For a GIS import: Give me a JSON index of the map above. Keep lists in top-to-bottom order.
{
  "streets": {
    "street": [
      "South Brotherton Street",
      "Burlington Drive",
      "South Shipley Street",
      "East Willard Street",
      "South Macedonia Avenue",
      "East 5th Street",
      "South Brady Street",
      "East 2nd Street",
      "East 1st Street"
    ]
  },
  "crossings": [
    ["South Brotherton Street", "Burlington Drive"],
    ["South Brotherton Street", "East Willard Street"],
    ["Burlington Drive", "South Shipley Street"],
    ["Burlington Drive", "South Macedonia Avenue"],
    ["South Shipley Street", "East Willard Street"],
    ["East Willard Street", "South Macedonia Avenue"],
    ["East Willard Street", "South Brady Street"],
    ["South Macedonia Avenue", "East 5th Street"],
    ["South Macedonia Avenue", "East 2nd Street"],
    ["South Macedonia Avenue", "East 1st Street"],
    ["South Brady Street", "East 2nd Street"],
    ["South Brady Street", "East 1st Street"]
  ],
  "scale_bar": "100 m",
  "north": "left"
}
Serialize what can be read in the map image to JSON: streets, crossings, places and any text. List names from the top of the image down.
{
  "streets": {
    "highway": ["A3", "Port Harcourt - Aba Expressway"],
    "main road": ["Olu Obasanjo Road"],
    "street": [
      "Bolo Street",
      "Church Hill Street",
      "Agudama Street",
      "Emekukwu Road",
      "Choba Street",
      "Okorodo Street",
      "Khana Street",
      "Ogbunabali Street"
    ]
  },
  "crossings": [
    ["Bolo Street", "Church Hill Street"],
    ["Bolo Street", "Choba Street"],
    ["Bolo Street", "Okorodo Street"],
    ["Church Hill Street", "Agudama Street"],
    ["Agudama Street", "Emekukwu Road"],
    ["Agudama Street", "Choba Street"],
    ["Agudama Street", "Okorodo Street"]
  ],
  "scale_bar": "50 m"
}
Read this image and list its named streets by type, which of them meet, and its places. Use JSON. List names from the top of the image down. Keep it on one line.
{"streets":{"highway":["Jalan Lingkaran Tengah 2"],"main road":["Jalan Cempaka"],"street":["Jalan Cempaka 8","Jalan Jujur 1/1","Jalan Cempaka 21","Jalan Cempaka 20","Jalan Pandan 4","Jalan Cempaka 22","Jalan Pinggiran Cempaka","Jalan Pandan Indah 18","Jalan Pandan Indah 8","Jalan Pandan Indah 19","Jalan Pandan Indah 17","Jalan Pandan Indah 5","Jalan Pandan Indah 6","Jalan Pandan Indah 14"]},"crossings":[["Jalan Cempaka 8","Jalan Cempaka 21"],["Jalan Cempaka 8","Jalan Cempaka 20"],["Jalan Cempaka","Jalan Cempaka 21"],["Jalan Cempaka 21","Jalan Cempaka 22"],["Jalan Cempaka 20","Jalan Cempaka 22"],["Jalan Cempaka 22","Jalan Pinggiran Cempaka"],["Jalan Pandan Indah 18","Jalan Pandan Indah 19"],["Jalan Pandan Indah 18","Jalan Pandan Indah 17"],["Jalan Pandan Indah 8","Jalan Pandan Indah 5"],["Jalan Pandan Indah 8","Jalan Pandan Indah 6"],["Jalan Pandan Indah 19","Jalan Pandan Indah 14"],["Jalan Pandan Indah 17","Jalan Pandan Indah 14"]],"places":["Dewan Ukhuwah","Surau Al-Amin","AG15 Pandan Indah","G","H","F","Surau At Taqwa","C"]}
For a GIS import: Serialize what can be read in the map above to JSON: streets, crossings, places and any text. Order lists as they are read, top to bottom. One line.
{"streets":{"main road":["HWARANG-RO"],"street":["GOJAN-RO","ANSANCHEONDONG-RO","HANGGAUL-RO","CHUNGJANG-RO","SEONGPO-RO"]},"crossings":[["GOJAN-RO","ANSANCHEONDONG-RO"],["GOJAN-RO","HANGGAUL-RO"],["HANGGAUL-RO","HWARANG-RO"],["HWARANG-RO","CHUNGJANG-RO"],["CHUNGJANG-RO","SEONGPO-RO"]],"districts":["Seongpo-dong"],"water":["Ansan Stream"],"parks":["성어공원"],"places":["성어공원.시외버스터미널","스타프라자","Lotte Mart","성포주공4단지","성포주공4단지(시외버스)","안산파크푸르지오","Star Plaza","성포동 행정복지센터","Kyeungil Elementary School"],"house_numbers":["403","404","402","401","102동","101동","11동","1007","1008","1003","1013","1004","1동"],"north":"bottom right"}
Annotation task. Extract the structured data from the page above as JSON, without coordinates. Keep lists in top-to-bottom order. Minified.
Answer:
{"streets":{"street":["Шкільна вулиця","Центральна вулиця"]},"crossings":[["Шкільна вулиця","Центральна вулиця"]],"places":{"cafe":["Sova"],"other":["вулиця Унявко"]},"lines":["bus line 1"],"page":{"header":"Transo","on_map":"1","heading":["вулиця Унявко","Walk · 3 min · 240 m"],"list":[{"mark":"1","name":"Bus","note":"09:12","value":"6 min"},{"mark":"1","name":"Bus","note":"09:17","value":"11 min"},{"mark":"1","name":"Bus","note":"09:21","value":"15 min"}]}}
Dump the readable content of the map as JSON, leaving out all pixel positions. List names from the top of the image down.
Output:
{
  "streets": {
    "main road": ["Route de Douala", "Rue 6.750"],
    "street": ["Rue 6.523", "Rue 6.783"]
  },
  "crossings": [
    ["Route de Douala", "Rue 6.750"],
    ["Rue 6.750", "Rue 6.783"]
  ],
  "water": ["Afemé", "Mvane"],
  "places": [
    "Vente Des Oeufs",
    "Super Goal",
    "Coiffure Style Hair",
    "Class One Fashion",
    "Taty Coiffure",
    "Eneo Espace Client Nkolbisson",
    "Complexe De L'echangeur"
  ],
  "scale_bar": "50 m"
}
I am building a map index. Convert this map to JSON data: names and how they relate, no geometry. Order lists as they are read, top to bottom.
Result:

================

Every line above that includes the word "data" must appear in the answer.

**EXPECTED ANSWER**:
Annotation task. Extract the structured data from the page above as JSON, without coordinates. Keep lists in top-to-bottom order. Minified.
I am building a map index. Convert this map to JSON data: names and how they relate, no geometry. Order lists as they are read, top to bottom.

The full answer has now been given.